Disques durs, écrans, claviers, souris, câbles, etc.
On y trouve tous les composants informatiques. Les vendeurs
sont peu nombreux, mais ont réussi à se faire un nom.
Assis
sur un canapé, cheikh Adham, 46 ans, un des premiers
apparus sur ce marché de l’électronique d’occasion,
assemble un ordinateur Pentium 1. Selon lui, il est
impossible de trouver ailleurs les pièces détachées
des modèles les plus anciens. Et c’est seulement ici
qu’on peut remettre en marche ou reconstituer de tels
ordinateurs. « Au départ, je ne pensais pas réussir
dans ce domaine. Mais voila, après 8 ans de labeur,
j’ai fini par acquérir un nom et ma clientèle me fait
entièrement confiance », déclare Adham, fier de lui.
Ce dernier, qui auparavant était employé dans une société,
s’est retrouvé à la rue en 1997 à la suite des privatisations
des années 1990.
Avec à
sa charge une famille composée de 4 enfants, il lui
fallait vite rebondir. « Lorsque je travaillais dans
cette société, j’assistais à des ventes aux enchères
de vieux ordinateurs auxquelles de nombreux commerçants
étaient présents.

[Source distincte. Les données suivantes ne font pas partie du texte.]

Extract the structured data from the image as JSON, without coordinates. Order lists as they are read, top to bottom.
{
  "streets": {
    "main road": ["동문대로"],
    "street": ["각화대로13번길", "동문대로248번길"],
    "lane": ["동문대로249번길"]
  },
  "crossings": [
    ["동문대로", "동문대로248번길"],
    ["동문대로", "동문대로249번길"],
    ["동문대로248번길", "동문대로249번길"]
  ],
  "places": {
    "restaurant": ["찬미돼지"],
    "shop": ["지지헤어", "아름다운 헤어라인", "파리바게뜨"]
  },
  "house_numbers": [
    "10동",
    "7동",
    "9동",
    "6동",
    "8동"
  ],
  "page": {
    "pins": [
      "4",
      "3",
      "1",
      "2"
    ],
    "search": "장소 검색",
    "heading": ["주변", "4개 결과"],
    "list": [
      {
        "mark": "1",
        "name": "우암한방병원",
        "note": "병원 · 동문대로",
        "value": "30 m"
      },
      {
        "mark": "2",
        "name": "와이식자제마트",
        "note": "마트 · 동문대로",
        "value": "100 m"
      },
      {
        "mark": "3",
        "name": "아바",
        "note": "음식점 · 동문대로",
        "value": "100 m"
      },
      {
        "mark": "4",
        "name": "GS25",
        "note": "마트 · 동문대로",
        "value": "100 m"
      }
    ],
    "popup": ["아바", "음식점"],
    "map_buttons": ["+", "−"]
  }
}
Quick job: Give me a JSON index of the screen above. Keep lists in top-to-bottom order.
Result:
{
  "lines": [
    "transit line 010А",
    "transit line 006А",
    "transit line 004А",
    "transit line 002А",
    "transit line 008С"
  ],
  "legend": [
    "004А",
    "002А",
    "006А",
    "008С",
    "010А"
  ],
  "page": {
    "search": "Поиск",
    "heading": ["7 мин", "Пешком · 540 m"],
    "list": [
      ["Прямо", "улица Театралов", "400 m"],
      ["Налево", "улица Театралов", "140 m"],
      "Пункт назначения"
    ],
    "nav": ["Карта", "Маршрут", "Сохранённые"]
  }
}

J’ai mené ma propre enquête et découvert
qu’ils revendaient leurs acquisitions », explique Adham,
qui a décidé de mettre toutes ses économies pour monter
un petit commerce dans ce souk, connu pour être une
véritable plate-forme de pièces détachées en Egypte.
Après bien des difficultés, il a trouvé un petit espace
de quelques mètres carrés qu’il a transformé en caverne
d’Ali Baba. « En réalité, je n’avais aucune connaissance
dans l’informatique. Mais au fil du temps, en discutant
avec mes clients et les personnes chez qui j’achète
mes ordinateurs, j’ai fini par apprendre », confie-t-il.
Adham vient
de terminer le montage d’un ordinateur et pose délicatement
son œuvre près de la porte car son client ne devrait
pas tarder à venir le récupérer. « C’est un père de
famille qui veut offrir à son fils un ordinateur pas
cher », dit-il. Son client arrive en effet quelques
instants plus tard, heureux de pouvoir faire plaisir
à son fils. « C’est un ami qui m’a conseillé de venir
ici. Lui-même a acheté un ordinateur pour son fils chez
cheikh Adham. Je n’ai pas voulu priver le mien, d’autant
plus que ses camarades possèdent tous un ordinateur.
Et comme un appareil neuf dépasse mes moyens, la seule
solution était d’en acheter un d’occasion », dit Ragheb.
Il vérifie l’état de son acquisition puis il retire
700 L.E. de sa poche pour payer. Selon Adham, il est
très difficile de s’équiper d’un ordinateur pour si
peu, et le client le sait très bien. Cependant, il ne
cache pas que des pannes peuvent arriver très vite et
que les machines ne sont pas garanties. « Dès que le
client dépasse le seuil du magasin, nous ne sommes plus
responsables, il a testé l’ordinateur avant de l’emporter
», précise Adham. Et ce principe est adopté par tous
les vendeurs.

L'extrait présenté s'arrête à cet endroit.